→ Task to carry out
What you return should be the lines from the first line of the records below through the line holding "position:absolute; left:24px; top:24px;", unchanged.

[Data records]
# # #

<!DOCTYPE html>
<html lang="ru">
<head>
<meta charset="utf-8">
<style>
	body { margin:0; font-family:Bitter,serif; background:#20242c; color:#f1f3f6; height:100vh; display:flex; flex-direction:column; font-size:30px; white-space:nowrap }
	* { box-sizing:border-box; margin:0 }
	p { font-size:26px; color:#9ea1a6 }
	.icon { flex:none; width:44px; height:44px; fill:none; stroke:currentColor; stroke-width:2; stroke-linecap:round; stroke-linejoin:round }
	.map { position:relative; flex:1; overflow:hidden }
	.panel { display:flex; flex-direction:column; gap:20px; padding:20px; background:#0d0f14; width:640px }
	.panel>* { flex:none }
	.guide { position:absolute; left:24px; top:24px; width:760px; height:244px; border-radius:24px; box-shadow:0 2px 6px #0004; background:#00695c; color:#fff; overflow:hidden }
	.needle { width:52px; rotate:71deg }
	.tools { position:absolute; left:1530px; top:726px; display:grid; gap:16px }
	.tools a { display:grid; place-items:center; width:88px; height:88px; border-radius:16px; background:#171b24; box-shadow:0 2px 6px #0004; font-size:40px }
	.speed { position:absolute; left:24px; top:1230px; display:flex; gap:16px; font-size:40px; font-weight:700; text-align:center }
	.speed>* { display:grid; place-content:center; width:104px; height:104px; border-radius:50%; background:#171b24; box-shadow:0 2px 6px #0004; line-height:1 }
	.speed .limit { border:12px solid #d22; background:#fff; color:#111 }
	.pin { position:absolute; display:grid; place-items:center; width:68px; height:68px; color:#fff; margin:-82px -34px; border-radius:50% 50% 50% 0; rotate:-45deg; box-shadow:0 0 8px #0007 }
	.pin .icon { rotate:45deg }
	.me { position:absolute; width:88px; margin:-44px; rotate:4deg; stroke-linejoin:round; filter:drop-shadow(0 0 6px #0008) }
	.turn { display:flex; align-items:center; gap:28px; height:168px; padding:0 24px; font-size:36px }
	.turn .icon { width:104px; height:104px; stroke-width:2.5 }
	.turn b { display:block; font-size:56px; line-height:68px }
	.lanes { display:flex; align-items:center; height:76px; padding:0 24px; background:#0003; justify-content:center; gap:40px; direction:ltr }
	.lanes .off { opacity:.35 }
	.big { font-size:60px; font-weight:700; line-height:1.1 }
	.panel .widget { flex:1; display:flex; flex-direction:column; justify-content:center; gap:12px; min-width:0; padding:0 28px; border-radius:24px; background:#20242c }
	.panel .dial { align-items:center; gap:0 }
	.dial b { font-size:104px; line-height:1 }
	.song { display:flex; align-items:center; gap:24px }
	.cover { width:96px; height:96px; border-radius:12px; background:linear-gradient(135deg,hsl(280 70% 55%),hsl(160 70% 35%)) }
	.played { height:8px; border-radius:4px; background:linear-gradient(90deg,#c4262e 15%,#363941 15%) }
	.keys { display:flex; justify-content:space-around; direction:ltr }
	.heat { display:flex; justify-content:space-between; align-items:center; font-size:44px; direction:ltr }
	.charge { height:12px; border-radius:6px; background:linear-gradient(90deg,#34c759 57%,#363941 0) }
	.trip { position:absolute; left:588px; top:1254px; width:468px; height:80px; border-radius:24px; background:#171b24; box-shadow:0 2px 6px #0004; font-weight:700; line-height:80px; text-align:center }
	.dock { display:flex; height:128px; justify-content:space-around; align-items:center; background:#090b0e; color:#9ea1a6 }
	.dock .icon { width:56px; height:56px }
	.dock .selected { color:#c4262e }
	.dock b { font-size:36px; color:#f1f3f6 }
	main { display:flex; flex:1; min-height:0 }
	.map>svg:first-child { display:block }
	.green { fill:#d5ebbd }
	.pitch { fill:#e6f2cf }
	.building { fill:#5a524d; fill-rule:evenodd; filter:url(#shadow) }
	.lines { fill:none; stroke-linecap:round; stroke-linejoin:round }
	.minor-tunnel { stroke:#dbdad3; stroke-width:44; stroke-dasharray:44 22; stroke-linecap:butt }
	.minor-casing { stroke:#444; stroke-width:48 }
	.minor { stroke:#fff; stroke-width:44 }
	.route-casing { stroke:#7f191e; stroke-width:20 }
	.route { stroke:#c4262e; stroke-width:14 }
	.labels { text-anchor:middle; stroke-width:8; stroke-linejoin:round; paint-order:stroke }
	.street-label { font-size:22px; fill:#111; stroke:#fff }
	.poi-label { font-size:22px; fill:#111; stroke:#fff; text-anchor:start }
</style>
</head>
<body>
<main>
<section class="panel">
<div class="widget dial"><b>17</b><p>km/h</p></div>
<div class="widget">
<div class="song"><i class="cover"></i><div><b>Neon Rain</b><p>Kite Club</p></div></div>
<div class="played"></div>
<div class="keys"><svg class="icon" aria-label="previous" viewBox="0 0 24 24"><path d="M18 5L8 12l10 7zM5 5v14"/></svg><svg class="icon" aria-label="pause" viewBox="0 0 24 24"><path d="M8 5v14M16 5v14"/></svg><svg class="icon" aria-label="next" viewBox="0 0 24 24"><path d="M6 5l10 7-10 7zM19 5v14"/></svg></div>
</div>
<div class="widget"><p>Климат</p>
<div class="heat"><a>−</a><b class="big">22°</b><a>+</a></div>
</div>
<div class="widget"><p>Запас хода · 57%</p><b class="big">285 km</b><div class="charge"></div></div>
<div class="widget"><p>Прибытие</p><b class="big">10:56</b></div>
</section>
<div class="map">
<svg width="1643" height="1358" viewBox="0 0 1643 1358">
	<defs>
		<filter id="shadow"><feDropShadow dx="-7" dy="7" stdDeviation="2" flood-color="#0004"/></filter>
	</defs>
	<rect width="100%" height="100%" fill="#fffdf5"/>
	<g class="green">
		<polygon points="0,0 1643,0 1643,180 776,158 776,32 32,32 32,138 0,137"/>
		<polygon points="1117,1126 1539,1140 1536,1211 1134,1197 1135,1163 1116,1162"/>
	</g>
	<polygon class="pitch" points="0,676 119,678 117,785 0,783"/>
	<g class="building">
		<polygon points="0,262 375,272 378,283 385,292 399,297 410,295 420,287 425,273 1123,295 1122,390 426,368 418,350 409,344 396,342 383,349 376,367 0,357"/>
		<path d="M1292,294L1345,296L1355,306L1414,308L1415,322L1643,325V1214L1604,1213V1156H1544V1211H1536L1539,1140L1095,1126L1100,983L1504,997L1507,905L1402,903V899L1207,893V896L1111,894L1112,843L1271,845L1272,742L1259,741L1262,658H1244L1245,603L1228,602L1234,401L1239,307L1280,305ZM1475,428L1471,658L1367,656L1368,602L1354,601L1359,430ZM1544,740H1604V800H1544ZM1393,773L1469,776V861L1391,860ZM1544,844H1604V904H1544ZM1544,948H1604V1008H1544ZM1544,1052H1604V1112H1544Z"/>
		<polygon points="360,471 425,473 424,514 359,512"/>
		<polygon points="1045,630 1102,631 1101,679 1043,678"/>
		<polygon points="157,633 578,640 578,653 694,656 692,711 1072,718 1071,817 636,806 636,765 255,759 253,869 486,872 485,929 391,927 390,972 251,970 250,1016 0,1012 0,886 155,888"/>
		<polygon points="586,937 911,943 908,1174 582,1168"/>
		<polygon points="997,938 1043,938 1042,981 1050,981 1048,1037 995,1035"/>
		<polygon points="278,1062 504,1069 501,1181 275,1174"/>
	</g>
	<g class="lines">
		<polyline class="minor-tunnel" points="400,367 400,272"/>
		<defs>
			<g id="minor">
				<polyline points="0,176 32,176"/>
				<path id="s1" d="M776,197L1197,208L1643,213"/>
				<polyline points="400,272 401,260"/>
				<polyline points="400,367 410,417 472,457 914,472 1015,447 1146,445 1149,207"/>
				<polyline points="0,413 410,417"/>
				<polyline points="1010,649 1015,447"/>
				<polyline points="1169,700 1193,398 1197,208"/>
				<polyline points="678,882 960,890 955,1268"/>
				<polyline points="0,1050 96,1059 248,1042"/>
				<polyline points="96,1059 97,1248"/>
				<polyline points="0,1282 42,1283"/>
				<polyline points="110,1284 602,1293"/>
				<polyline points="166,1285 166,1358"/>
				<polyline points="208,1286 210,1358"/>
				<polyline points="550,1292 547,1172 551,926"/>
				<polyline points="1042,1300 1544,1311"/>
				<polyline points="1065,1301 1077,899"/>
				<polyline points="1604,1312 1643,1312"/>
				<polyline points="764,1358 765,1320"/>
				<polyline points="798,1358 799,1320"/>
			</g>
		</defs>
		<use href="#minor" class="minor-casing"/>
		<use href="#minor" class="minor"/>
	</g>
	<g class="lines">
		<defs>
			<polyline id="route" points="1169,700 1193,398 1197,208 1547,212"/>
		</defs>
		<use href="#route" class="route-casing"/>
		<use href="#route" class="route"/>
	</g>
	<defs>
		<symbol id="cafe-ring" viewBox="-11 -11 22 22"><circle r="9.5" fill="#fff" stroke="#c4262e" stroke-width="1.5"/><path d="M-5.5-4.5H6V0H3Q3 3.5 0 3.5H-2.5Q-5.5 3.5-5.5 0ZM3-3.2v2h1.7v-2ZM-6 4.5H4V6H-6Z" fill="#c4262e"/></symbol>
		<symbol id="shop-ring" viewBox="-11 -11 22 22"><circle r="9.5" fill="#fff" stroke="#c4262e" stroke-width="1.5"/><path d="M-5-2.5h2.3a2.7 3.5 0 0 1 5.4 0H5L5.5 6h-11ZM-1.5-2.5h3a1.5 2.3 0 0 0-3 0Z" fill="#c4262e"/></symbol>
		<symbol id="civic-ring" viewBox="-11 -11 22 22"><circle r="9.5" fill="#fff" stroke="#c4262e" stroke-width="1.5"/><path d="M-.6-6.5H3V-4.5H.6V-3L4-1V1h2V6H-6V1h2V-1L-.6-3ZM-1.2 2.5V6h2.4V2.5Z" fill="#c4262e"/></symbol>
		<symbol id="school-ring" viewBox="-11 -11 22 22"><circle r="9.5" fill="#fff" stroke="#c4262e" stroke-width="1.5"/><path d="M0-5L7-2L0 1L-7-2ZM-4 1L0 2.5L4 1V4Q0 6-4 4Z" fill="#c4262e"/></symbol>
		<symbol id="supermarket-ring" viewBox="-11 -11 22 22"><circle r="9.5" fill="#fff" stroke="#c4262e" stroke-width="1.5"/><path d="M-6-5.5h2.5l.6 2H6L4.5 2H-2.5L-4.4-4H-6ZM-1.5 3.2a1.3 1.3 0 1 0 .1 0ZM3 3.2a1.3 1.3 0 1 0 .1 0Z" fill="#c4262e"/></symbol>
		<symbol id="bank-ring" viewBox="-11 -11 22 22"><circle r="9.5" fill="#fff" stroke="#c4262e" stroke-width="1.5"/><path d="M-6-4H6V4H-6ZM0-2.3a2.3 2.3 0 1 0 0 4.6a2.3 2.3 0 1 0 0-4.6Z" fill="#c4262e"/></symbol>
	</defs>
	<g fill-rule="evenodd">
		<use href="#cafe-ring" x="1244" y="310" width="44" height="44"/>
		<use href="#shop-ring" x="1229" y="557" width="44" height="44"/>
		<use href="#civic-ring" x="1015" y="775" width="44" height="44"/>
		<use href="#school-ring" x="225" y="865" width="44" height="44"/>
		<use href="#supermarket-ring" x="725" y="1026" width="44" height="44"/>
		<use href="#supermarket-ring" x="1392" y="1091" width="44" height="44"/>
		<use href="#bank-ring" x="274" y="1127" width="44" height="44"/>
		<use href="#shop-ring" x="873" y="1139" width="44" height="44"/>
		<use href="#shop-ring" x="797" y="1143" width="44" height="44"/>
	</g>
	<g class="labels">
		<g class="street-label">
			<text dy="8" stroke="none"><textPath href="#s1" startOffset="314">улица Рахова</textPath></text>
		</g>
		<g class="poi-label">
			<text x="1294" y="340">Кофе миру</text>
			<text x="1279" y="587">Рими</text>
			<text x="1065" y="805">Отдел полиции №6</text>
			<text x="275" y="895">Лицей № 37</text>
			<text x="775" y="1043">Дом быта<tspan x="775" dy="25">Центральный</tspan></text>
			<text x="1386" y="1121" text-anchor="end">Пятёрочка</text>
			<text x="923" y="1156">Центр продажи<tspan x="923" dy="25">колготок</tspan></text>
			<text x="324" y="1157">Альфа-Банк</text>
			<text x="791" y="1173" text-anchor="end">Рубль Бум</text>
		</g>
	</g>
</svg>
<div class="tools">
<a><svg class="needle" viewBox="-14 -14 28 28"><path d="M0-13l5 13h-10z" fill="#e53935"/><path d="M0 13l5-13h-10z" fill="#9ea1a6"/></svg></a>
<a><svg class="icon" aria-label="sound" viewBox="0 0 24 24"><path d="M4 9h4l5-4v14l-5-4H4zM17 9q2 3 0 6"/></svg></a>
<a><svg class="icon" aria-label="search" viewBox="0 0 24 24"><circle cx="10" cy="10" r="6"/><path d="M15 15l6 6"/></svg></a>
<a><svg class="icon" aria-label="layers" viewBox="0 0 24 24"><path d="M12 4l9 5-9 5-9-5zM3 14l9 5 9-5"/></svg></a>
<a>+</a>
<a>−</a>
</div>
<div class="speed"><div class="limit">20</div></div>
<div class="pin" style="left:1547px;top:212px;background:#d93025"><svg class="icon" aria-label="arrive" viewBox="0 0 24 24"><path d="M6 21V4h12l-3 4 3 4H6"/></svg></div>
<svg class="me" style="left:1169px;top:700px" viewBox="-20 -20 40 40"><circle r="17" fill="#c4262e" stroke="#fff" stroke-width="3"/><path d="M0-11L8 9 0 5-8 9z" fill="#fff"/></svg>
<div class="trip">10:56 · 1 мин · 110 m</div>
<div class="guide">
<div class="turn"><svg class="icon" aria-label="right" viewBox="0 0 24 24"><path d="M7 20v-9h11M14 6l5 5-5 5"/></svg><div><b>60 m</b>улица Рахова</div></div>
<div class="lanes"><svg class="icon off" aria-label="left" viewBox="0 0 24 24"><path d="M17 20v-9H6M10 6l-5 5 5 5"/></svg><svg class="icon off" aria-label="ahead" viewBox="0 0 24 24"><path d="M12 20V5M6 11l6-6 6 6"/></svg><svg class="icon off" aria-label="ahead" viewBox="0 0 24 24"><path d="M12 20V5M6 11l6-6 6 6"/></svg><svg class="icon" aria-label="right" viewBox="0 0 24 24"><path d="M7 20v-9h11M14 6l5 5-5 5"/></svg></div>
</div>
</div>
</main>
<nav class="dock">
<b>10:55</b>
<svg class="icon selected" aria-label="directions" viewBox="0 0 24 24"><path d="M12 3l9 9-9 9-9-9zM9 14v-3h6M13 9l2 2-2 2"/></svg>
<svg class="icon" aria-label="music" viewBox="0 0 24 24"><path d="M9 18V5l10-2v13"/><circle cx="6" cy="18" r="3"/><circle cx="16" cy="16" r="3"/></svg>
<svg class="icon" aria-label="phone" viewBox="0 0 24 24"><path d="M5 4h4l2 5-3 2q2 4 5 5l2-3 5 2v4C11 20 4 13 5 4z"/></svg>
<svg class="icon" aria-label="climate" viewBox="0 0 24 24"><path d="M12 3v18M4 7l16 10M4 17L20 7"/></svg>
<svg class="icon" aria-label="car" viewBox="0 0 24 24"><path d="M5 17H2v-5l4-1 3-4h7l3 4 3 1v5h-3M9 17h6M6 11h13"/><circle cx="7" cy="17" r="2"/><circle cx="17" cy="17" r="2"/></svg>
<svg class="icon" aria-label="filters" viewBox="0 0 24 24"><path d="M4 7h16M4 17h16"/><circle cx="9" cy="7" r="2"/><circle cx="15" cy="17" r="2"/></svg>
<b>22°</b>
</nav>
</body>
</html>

# # #

→ Output for this exercise
<!DOCTYPE html>
<html lang="ru">
<head>
<meta charset="utf-8">
<style>
	body { margin:0; font-family:Bitter,serif; background:#20242c; color:#f1f3f6; height:100vh; display:flex; flex-direction:column; font-size:30px; white-space:nowrap }
	* { box-sizing:border-box; margin:0 }
	p { font-size:26px; color:#9ea1a6 }
	.icon { flex:none; width:44px; height:44px; fill:none; stroke:currentColor; stroke-width:2; stroke-linecap:round; stroke-linejoin:round }
	.map { position:relative; flex:1; overflow:hidden }
	.panel { display:flex; flex-direction:column; gap:20px; padding:20px; background:#0d0f14; width:640px }
	.panel>* { flex:none }
	.guide { position:absolute; left:24px; top:24px; width:760px; height:244px; border-radius:24px; box-shadow:0 2px 6px #0004; background:#00695c; color:#fff; overflow:hidden }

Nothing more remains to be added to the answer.